PROMPT – For the data below, give the number of lines that include the word "meet" and nothing else.

== DATASET CONTENT ==

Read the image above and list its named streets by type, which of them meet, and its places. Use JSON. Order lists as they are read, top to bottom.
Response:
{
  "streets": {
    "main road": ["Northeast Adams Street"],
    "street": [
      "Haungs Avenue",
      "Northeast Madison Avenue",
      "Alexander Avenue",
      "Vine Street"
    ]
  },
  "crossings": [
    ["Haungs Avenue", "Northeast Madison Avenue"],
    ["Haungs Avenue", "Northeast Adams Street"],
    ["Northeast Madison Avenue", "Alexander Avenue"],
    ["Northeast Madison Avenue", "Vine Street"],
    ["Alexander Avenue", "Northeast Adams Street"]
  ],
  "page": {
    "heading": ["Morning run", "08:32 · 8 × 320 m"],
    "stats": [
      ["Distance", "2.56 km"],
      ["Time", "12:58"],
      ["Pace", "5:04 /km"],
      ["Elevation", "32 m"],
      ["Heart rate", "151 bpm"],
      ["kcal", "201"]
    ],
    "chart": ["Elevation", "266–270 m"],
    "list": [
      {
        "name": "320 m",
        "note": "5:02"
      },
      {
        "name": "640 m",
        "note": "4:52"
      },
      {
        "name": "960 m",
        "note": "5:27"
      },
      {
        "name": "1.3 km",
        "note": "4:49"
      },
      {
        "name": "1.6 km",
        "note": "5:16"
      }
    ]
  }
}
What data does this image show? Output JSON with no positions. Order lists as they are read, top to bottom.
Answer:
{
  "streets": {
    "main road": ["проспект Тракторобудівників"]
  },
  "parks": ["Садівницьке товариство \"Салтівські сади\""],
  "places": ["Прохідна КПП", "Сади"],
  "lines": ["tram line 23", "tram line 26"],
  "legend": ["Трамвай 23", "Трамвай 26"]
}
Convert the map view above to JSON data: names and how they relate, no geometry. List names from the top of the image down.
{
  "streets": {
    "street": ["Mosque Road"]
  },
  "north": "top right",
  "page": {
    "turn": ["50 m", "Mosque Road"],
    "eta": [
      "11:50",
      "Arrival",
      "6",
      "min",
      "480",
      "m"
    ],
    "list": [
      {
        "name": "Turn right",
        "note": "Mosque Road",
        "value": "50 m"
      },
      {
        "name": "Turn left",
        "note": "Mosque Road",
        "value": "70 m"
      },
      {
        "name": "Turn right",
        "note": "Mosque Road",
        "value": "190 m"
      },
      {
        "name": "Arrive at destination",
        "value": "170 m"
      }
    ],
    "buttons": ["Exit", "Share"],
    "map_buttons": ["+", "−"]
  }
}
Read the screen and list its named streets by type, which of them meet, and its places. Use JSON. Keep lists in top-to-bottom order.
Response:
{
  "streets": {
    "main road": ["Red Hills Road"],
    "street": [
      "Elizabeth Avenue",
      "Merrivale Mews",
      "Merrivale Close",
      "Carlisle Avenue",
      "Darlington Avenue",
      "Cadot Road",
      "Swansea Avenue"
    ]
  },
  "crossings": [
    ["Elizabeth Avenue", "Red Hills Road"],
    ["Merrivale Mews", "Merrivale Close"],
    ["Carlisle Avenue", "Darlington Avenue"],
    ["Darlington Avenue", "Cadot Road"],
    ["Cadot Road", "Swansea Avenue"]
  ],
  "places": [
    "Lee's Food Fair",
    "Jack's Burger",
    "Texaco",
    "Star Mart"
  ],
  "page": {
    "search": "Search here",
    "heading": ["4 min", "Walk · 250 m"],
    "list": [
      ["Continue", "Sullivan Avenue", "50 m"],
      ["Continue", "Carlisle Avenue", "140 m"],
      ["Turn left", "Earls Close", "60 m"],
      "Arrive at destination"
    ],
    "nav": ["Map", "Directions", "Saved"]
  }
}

===

EXERCISE SOLUTION – 2